**About this exercise:**
Return exactly the lines from the start of the records below through the line containing "position:absolute; left:32px; top:1241px;", both ends included, and leave out the pictures.

**Records for this exercise:**
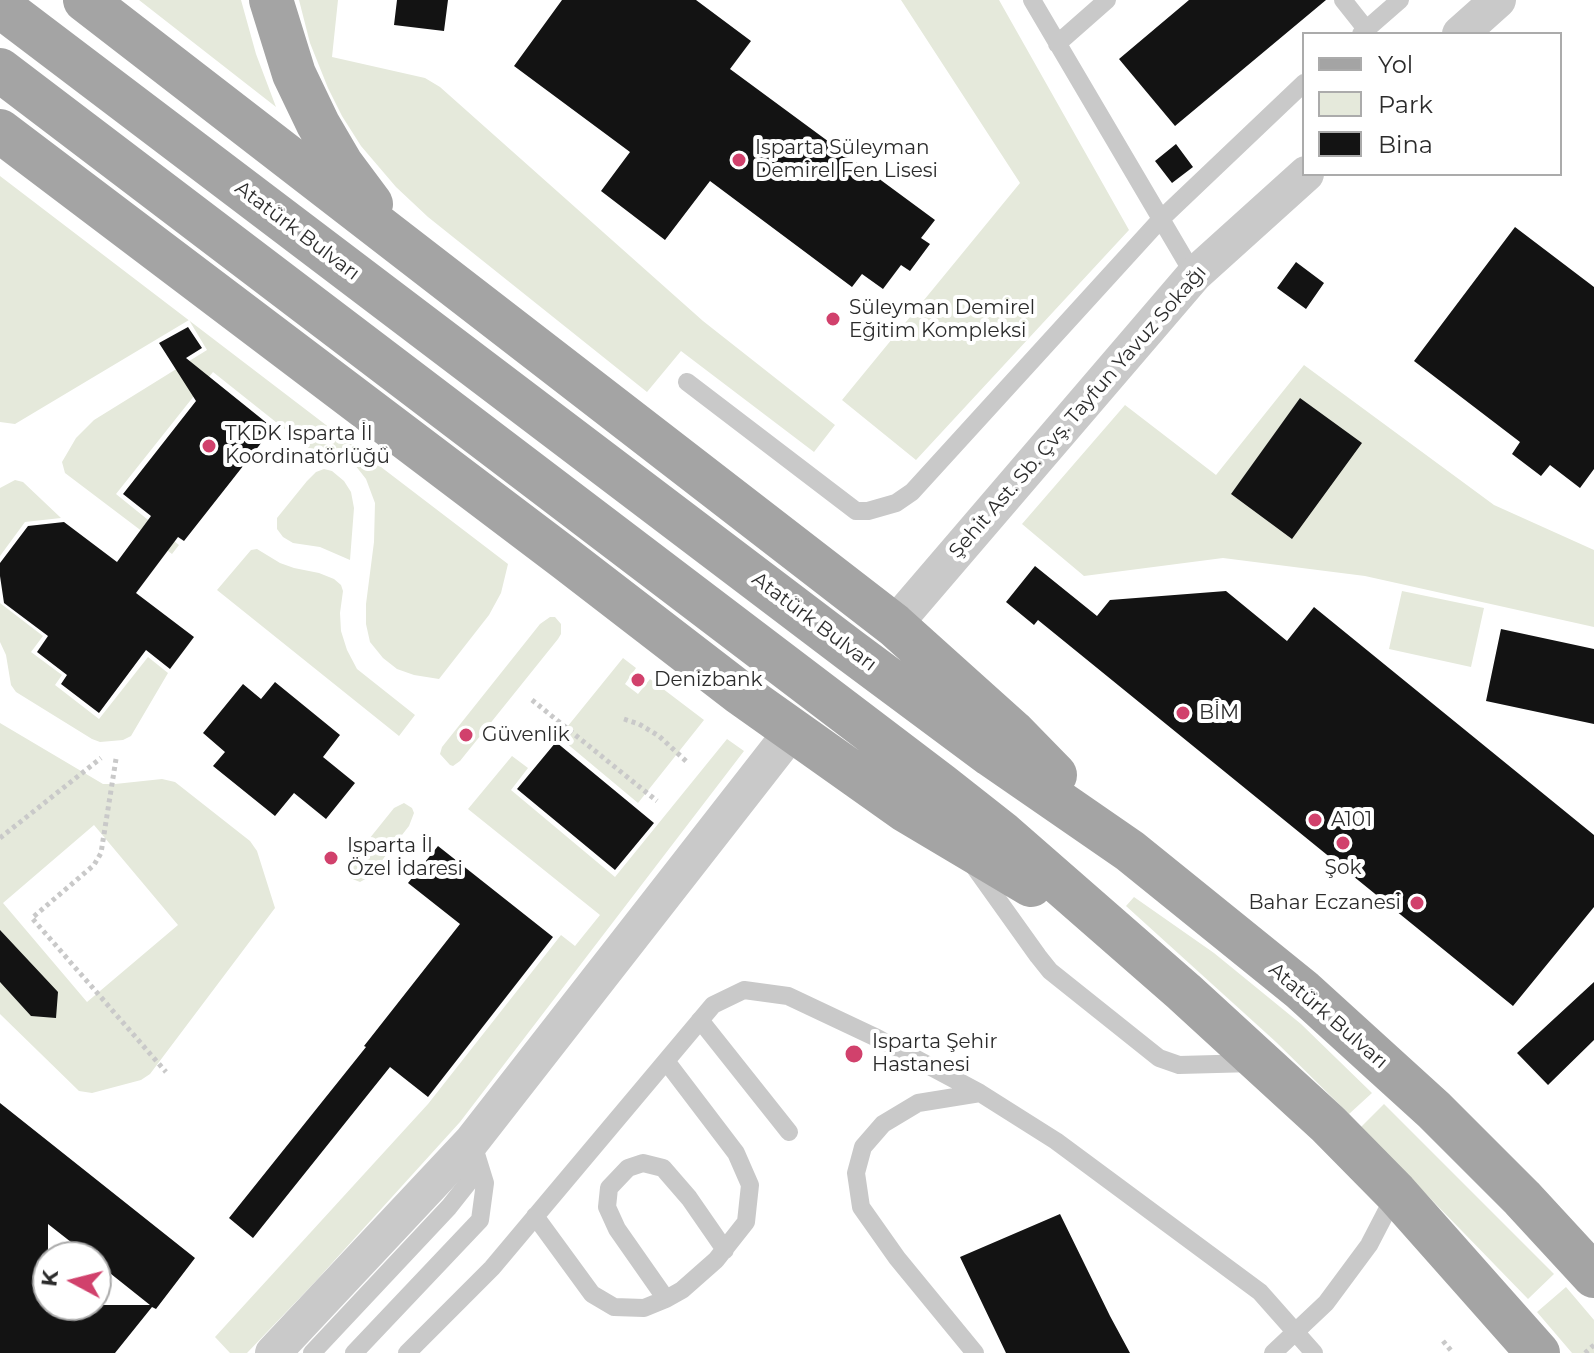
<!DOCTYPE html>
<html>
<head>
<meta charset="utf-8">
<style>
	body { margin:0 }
	#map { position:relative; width:1594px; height:1353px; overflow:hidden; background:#fff; font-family:Montserrat,sans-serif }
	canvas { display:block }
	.legend { position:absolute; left:1302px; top:32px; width:260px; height:144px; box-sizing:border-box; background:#fff; border:2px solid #ababab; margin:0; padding:10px 14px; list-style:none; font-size:24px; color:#2c2c2c }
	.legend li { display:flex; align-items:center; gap:16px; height:40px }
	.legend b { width:40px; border:2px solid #ababab }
	.north { position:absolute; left:32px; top:1241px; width:80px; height:80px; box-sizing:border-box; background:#fff; border:2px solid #ababab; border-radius:50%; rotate:277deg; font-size:22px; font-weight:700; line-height:32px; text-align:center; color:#2c2c2c }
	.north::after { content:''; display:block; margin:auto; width:28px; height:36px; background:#d1416c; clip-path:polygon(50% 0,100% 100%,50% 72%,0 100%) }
</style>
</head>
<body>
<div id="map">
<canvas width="1594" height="1353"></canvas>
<ul class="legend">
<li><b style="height:10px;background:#a4a4a4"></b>Yol</li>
<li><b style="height:22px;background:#e5e9db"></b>Park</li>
<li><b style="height:22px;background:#131313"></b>Bina</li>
</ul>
<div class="north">K</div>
</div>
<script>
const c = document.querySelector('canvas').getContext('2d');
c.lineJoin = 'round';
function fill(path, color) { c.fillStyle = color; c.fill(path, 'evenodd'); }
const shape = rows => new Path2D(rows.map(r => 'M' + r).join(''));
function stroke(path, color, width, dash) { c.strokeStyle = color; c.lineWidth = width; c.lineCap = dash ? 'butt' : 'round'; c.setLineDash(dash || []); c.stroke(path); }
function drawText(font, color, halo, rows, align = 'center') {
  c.font = font + ' Montserrat,sans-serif'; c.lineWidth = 8; c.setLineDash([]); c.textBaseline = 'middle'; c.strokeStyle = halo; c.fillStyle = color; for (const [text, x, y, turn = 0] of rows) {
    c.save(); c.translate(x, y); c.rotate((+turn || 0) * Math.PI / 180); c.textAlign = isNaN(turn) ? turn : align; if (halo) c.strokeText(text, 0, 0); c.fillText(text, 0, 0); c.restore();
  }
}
fill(shape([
	[139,0,241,0,256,54,276,107],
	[299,0,338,0,332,57,425,78,440,87,703,321,835,425,814,452,681,351,647,392,428,217,396,187,361,146,342,116,328,88,310,43],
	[901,0,999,0,1129,230,916,460,842,400,1020,183],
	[0,176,508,564,501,593,489,615,439,679,414,675,397,669,383,658,370,642,366,624,366,604,374,542,375,503,366,479,355,465,339,453,325,448,311,450,213,372,116,494,179,545,172,554,65,473,62,462,76,438,94,420,207,350,189,320,15,424,0,422],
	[1304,365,1494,505,1594,550,1594,627,1365,576,1223,558,1084,576,1022,524,1125,405,1216,475],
	[324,469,332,471,344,481,351,492,354,508,350,560,320,547,293,543,283,537,277,529,277,518,307,481,316,472],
	[15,480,23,482,61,518,25,522,0,556,0,488],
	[257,549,280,563,294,568,319,573,334,579,341,585,343,591,340,613,341,631,347,650,357,669,415,715,399,736,217,590,251,550],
	[1402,591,1484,608,1471,667,1389,649],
	[0,603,43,636,31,652,62,675,55,685,99,719,148,657,168,673,131,736,123,740,100,742,92,739,16,692,11,685,6,655,0,642],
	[550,617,555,617,561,624,561,634,558,639,460,761,453,766,450,765,440,754,442,747,540,624],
	[623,658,636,668,625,684,638,694,650,679,704,720,638,803,559,737],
	[0,723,103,784,115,784,162,779,175,782,250,841,257,851,275,908,150,1074,141,1080,92,1093,79,1091,0,1014],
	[94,825,178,925,87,1002,3,903],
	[727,739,744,751,460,1122,314,1283,247,1353,230,1353,215,1337,428,1104,561,935,575,946,600,915,468,809,512,756,528,768,511,790,615,877],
	[404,803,412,808,414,813,409,826,369,877,360,882,350,878,347,870,349,864,394,808],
	[1134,897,1214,953,1301,1024,1372,1093,1349,1114,1276,1042,1126,906],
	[1384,1104,1554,1274,1528,1299,1361,1127],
	[1566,1287,1594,1320,1594,1353,1572,1353,1537,1312]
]), '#e5e9db');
fill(shape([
	[397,0,448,0,444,31,394,25],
	[562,0,696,0,751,41,730,69,935,220,921,238,930,244,910,271,901,265,883,289,862,274,852,287,710,181,665,240,601,191,630,152,514,66],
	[1189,0,1326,0,1175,126,1119,59],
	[1176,144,1193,167,1172,183,1155,161],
	[1515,227,1594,287,1594,469,1580,488,1550,465,1541,476,1512,454,1520,442,1414,361],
	[1296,262,1324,283,1306,309,1277,288],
	[188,327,202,348,186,358,273,428,184,541,178,537,136,593,194,637,170,669,146,650,99,713,61,684,67,675,37,652,48,636,4,603,0,576,0,563,28,526,64,522,117,562,151,516,123,494,196,401,159,343],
	[1300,398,1362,443,1292,539,1231,494],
	[1035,566,1097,616,1110,600,1226,591,1287,641,1314,607,1594,835,1594,907,1513,1006,1038,620,1034,625,1006,602],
	[1501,629,1594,649,1594,724,1486,701],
	[275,682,340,735,323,757,355,783,326,819,294,793,275,816,213,766,225,752,203,733,243,684,261,699],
	[556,742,654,823,615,870,517,789],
	[438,846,553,937,428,1097,390,1067,253,1238,229,1218,366,1047,364,1046,460,924,408,883],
	[0,930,58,992,56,1018,31,1016,0,982],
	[1594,982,1594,1040,1548,1085,1517,1053],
	[0,1103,195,1258,156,1309,152,1307,115,1353,0,1353],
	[48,1224,90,1257,96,1257,96,1262,150,1305,48,1305],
	[1060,1214,1110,1316,1130,1353,1006,1353,960,1257]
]), '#131313');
stroke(shape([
	[532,700,657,801],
	[624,719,639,724,659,736,687,762],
	[116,759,101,853,94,865,32,918,166,1072],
	[0,838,101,758],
	[1443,1341,1453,1353],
	[1585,1353,1594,1345]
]), '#c9c9c9', 5, [4, 4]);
stroke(shape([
	[1032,0,1194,275],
	[1343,0,1366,29],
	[1361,34,1400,0],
	[1057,44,1107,0],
	[687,382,856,511,868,511,896,503,912,492,1161,219,1304,83],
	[973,865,1038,956,1050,971,1159,1058,1179,1065,1254,1063],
	[700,1020,789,1132],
	[535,1216,592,1294,614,1307,644,1308,666,1299,682,1290,716,1260,746,1222,750,1185,736,1153,666,1061],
	[666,1299,617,1229,607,1207,609,1188,628,1168,643,1163,663,1168,689,1198,725,1250],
	[312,1353,449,1207,468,1183,477,1159],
	[354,1353,480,1220,485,1183,472,1141],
	[407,1353,492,1268,713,1005,744,990,788,996,877,1038,980,1093,1056,1141,1260,1292,1314,1353],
	[975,1353,897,1258,861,1207,856,1173,863,1147,883,1124,918,1103,980,1093],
	[1273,1353,1326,1303,1369,1245,1396,1193]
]), '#c9c9c9', 18);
stroke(shape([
	[1460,34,1498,0],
	[894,625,1194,275,1306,174],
	[273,1353,472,1141,792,731]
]), '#c9c9c9', 36);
stroke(shape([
	[85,0,894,625,1012,731,1055,775],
	[271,0,294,74,318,124,342,165,371,204],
	[0,6,851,651,991,755,1130,851,1302,990,1434,1110,1522,1198,1594,1276],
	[0,70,941,785,1002,833,1184,992,1328,1124,1396,1193,1538,1353],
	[0,131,566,559,740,693,905,810,1031,885]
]), '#a4a4a4', 44);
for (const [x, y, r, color] of [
	[739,160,8,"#d1416c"],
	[833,319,8,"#d1416c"],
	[209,446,8,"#d1416c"],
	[638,680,8,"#d1416c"],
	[1183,713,8,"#d1416c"],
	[466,735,8,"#d1416c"],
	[1315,820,8,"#d1416c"],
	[1343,843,8,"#d1416c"],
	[331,858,8,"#d1416c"],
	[1417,903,8,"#d1416c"],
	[854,1054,10,"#d1416c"]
]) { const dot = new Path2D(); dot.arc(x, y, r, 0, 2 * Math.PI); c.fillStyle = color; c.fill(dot); stroke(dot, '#fff', 3); }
drawText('20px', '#2c2c2c', '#fff', [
	["Isparta Süleyman",755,148],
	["Demirel Fen Lisesi",755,171],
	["Süleyman Demirel",849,308],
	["Eğitim Kompleksi",849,331],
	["TKDK Isparta İl",225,434],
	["Koordinatörlüğü",225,457],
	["Denizbank",654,680],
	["BİM",1199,713],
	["Güvenlik",482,735],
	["A101",1331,820],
	["Isparta İl",347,846],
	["Özel İdaresi",347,869],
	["Şok",1343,868,"center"],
	["Bahar Eczanesi",1401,903,"right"],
	["Isparta Şehir",872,1042],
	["Hastanesi",872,1065]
], 'left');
drawText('20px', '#2c2c2c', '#fff', [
	["Atatürk Bulvarı",297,231,37],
	["Şehit Ast. Sb. Çvş. Tayfun Yavuz Sokağı",1078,412,-49],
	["Atatürk Bulvarı",814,622,37],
	["Atatürk Bulvarı",1328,1016,41]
]);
</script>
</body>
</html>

**Answer to this exercise:**
<!DOCTYPE html>
<html>
<head>
<meta charset="utf-8">
<style>
	body { margin:0 }
	#map { position:relative; width:1594px; height:1353px; overflow:hidden; background:#fff; font-family:Montserrat,sans-serif }
	canvas { display:block }
	.legend { position:absolute; left:1302px; top:32px; width:260px; height:144px; box-sizing:border-box; background:#fff; border:2px solid #ababab; margin:0; padding:10px 14px; list-style:none; font-size:24px; color:#2c2c2c }
	.legend li { display:flex; align-items:center; gap:16px; height:40px }
	.legend b { width:40px; border:2px solid #ababab }
	.north { position:absolute; left:32px; top:1241px; width:80px; height:80px; box-sizing:border-box; background:#fff; border:2px solid #ababab; border-radius:50%; rotate:277deg; font-size:22px; font-weight:700; line-height:32px; text-align:center; color:#2c2c2c }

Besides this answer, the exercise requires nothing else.